Work to be completed: When you return the entries, keep every word and mark exactly as it is.

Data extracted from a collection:
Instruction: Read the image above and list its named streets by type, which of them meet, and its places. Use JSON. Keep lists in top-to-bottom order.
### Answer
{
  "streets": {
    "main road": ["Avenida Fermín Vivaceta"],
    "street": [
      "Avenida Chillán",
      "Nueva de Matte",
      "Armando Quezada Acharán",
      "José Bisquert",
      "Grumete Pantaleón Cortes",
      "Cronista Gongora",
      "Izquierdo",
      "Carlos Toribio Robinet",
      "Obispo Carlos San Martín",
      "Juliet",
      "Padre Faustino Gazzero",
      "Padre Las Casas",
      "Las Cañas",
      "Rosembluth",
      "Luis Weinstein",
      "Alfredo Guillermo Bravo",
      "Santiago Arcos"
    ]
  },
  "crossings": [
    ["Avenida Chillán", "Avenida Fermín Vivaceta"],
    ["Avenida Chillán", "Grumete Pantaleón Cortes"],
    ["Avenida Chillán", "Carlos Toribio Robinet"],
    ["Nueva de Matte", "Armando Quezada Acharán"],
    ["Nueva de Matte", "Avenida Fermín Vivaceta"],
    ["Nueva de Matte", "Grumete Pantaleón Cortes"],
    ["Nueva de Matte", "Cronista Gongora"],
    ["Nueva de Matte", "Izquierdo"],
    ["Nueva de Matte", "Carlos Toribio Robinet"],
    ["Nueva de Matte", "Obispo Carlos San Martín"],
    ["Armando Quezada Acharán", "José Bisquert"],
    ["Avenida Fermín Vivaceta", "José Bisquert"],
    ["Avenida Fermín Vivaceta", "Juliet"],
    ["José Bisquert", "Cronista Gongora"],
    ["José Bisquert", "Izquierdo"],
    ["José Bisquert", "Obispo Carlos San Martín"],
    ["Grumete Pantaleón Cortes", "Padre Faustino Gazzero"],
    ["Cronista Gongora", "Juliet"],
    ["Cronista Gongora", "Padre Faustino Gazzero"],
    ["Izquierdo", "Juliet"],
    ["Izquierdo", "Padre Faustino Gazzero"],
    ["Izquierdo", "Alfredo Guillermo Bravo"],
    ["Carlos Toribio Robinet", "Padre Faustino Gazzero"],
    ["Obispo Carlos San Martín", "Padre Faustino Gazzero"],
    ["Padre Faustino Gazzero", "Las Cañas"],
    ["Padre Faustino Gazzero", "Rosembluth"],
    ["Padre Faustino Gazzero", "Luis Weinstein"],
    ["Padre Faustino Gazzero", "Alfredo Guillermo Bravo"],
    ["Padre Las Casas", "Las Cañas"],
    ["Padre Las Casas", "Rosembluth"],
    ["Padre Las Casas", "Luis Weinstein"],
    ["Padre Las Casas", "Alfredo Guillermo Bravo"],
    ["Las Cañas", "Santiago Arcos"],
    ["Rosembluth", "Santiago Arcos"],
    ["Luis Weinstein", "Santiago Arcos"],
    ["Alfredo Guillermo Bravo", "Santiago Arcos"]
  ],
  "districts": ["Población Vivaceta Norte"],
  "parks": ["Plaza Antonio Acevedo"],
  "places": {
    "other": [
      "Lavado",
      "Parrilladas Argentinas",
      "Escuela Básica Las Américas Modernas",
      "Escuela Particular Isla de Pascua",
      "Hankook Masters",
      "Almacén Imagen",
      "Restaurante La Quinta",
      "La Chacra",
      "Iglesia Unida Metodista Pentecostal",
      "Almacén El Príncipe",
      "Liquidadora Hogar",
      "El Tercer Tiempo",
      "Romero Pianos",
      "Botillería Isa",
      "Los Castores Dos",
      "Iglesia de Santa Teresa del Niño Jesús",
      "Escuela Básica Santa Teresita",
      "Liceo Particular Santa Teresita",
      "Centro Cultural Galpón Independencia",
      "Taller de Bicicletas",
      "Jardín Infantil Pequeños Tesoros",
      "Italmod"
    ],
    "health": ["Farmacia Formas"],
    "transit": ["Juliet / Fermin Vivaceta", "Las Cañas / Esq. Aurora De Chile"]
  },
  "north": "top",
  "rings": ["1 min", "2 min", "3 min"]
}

The answer:
Instruction: Read the image above and list its named streets by type, which of them meet, and its places. Use JSON. Keep lists in top-to-bottom order.
### Answer
{
  "streets": {
    "main road": ["Avenida Fermín Vivaceta"],
    "street": [
      "Avenida Chillán",
      "Nueva de Matte",
      "Armando Quezada Acharán",
      "José Bisquert",
      "Grumete Pantaleón Cortes",
      "Cronista Gongora",
      "Izquierdo",
      "Carlos Toribio Robinet",
      "Obispo Carlos San Martín",
      "Juliet",
      "Padre Faustino Gazzero",
      "Padre Las Casas",
      "Las Cañas",
      "Rosembluth",
      "Luis Weinstein",
      "Alfredo Guillermo Bravo",
      "Santiago Arcos"
    ]
  },
  "crossings": [
    ["Avenida Chillán", "Avenida Fermín Vivaceta"],
    ["Avenida Chillán", "Grumete Pantaleón Cortes"],
    ["Avenida Chillán", "Carlos Toribio Robinet"],
    ["Nueva de Matte", "Armando Quezada Acharán"],
    ["Nueva de Matte", "Avenida Fermín Vivaceta"],
    ["Nueva de Matte", "Grumete Pantaleón Cortes"],
    ["Nueva de Matte", "Cronista Gongora"],
    ["Nueva de Matte", "Izquierdo"],
    ["Nueva de Matte", "Carlos Toribio Robinet"],
    ["Nueva de Matte", "Obispo Carlos San Martín"],
    ["Armando Quezada Acharán", "José Bisquert"],
    ["Avenida Fermín Vivaceta", "José Bisquert"],
    ["Avenida Fermín Vivaceta", "Juliet"],
    ["José Bisquert", "Cronista Gongora"],
    ["José Bisquert", "Izquierdo"],
    ["José Bisquert", "Obispo Carlos San Martín"],
    ["Grumete Pantaleón Cortes", "Padre Faustino Gazzero"],
    ["Cronista Gongora", "Juliet"],
    ["Cronista Gongora", "Padre Faustino Gazzero"],
    ["Izquierdo", "Juliet"],
    ["Izquierdo", "Padre Faustino Gazzero"],
    ["Izquierdo", "Alfredo Guillermo Bravo"],
    ["Carlos Toribio Robinet", "Padre Faustino Gazzero"],
    ["Obispo Carlos San Martín", "Padre Faustino Gazzero"],
    ["Padre Faustino Gazzero", "Las Cañas"],
    ["Padre Faustino Gazzero", "Rosembluth"],
    ["Padre Faustino Gazzero", "Luis Weinstein"],
    ["Padre Faustino Gazzero", "Alfredo Guillermo Bravo"],
    ["Padre Las Casas", "Las Cañas"],
    ["Padre Las Casas", "Rosembluth"],
    ["Padre Las Casas", "Luis Weinstein"],
    ["Padre Las Casas", "Alfredo Guillermo Bravo"],
    ["Las Cañas", "Santiago Arcos"],
    ["Rosembluth", "Santiago Arcos"],
    ["Luis Weinstein", "Santiago Arcos"],
    ["Alfredo Guillermo Bravo", "Santiago Arcos"]
  ],
  "districts": ["Población Vivaceta Norte"],
  "parks": ["Plaza Antonio Acevedo"],
  "places": {
    "other": [
      "Lavado",
      "Parrilladas Argentinas",
      "Escuela Básica Las Américas Modernas",
      "Escuela Particular Isla de Pascua",
      "Hankook Masters",
      "Almacén Imagen",
      "Restaurante La Quinta",
      "La Chacra",
      "Iglesia Unida Metodista Pentecostal",
      "Almacén El Príncipe",
      "Liquidadora Hogar",
      "El Tercer Tiempo",
      "Romero Pianos",
      "Botillería Isa",
      "Los Castores Dos",
      "Iglesia de Santa Teresa del Niño Jesús",
      "Escuela Básica Santa Teresita",
      "Liceo Particular Santa Teresita",
      "Centro Cultural Galpón Independencia",
      "Taller de Bicicletas",
      "Jardín Infantil Pequeños Tesoros",
      "Italmod"
    ],
    "health": ["Farmacia Formas"],
    "transit": ["Juliet / Fermin Vivaceta", "Las Cañas / Esq. Aurora De Chile"]
  },
  "north": "top",
  "rings": ["1 min", "2 min", "3 min"]
}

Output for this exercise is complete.